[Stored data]

......

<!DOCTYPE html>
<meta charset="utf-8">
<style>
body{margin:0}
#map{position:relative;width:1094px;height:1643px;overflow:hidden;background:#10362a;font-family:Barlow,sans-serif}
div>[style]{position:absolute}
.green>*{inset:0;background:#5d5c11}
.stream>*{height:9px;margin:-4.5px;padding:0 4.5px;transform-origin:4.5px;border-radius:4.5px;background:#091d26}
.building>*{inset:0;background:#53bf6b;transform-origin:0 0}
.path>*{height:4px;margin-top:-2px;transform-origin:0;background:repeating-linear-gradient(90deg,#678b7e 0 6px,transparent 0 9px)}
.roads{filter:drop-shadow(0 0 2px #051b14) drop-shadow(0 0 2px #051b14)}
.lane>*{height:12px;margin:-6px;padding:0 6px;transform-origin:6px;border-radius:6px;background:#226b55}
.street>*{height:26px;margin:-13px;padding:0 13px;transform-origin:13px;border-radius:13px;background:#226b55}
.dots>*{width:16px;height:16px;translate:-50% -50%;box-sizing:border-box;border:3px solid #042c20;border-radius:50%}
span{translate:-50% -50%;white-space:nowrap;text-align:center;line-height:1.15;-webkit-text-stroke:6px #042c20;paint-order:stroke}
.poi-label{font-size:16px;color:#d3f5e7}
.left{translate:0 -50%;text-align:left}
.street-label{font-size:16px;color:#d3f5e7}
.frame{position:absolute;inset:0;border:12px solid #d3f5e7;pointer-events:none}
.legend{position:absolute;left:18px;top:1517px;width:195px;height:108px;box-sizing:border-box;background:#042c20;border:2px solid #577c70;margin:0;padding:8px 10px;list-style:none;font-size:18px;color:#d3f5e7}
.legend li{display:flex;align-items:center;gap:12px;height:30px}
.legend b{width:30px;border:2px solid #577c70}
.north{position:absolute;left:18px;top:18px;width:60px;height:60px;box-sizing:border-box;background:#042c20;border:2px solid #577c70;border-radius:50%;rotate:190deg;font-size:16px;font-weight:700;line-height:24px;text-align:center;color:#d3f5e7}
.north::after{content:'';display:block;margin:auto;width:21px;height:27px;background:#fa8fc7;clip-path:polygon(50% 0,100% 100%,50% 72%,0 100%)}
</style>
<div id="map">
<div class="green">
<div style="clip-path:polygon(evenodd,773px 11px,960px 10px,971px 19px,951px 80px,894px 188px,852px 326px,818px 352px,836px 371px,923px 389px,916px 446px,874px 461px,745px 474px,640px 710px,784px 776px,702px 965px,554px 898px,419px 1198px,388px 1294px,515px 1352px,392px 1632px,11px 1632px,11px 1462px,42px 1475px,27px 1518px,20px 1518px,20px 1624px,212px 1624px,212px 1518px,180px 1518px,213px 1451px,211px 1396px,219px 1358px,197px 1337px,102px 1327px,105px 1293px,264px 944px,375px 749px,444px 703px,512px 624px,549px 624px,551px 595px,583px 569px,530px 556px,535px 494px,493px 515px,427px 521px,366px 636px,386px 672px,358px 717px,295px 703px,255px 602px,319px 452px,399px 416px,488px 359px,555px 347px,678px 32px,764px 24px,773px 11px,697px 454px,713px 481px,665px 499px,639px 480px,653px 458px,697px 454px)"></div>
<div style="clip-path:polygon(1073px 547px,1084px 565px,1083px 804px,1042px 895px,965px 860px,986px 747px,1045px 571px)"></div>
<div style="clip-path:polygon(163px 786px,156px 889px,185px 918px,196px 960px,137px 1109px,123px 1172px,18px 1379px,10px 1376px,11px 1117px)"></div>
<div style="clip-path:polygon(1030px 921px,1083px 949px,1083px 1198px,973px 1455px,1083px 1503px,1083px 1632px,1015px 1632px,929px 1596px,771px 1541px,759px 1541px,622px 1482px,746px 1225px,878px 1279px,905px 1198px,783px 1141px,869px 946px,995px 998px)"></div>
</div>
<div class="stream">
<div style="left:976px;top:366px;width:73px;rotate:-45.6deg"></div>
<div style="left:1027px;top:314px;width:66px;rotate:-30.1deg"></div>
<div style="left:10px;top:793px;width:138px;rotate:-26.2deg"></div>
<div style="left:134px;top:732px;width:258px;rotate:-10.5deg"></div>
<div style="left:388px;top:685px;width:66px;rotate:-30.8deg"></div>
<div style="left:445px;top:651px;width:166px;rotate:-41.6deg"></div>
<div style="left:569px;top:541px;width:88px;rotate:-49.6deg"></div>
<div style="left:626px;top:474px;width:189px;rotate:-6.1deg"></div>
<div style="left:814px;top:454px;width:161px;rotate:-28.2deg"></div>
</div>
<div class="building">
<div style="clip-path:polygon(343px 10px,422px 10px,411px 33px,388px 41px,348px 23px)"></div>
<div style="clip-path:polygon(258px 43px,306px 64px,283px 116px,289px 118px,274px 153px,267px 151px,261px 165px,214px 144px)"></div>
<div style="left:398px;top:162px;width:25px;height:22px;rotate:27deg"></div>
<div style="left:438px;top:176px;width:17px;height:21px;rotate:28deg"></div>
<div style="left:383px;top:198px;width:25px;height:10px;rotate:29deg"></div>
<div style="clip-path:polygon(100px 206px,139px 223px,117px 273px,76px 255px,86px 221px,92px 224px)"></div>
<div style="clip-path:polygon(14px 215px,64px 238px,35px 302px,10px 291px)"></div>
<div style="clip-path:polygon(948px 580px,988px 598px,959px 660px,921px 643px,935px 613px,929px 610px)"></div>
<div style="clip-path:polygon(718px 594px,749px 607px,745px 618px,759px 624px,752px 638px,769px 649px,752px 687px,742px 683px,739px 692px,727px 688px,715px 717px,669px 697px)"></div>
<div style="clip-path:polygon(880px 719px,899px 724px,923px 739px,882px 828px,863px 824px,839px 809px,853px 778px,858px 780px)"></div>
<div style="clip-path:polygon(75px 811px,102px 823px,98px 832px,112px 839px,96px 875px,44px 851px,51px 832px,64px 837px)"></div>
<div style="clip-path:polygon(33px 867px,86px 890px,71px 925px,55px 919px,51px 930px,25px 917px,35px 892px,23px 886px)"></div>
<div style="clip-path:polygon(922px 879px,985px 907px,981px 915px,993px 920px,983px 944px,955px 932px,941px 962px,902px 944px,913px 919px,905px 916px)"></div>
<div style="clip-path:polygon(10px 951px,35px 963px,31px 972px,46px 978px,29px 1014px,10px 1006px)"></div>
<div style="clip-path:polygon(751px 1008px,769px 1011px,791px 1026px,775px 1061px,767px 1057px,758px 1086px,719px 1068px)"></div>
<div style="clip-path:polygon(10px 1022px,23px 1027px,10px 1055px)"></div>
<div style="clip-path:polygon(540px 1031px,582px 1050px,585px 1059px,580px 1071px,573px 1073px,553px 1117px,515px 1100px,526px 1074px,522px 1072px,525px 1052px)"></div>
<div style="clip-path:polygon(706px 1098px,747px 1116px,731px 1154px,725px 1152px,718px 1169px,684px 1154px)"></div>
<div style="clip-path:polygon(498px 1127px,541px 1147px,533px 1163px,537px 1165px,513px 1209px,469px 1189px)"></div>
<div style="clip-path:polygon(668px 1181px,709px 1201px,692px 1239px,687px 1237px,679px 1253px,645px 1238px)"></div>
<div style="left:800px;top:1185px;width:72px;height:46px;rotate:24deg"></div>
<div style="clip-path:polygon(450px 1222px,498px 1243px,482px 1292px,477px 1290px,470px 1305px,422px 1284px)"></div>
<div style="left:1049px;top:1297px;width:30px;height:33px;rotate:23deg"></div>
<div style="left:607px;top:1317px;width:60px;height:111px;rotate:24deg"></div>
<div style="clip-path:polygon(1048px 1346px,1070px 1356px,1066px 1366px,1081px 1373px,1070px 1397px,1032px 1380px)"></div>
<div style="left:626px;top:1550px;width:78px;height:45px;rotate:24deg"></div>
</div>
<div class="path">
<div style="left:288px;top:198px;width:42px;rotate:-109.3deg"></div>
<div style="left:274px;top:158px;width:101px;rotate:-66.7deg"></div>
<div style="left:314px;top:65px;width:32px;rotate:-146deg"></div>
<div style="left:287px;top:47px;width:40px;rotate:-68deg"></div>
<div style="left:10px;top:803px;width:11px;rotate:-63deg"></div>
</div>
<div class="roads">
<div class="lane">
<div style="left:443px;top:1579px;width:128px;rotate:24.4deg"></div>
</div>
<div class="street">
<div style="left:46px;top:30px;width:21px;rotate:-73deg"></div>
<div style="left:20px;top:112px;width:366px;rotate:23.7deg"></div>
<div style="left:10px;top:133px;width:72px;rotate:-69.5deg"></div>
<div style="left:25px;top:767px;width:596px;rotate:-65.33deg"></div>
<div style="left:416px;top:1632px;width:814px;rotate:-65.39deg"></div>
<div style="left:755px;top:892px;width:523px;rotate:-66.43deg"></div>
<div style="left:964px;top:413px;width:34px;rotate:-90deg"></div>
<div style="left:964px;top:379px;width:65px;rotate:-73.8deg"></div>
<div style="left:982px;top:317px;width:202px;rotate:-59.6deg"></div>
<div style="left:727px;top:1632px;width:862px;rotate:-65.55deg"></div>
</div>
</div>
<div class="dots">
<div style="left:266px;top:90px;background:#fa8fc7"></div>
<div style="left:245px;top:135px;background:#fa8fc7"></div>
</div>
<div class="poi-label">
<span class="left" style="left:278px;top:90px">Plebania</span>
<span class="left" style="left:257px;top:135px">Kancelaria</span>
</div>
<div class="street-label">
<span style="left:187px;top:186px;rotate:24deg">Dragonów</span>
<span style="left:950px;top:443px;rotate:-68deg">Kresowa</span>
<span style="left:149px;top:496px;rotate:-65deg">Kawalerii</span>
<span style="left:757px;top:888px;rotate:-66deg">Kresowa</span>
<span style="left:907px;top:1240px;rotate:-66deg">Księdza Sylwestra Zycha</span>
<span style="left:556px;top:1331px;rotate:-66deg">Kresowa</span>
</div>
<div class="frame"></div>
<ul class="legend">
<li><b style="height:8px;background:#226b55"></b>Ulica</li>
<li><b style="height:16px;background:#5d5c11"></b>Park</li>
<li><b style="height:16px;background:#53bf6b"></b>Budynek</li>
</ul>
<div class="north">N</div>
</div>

......

■ BRIEF:
Copy every line of the data above in which the string "stream" appears.

■ COMPLETED TASK:
.stream>*{height:9px;margin:-4.5px;padding:0 4.5px;transform-origin:4.5px;border-radius:4.5px;background:#091d26}
<div class="stream">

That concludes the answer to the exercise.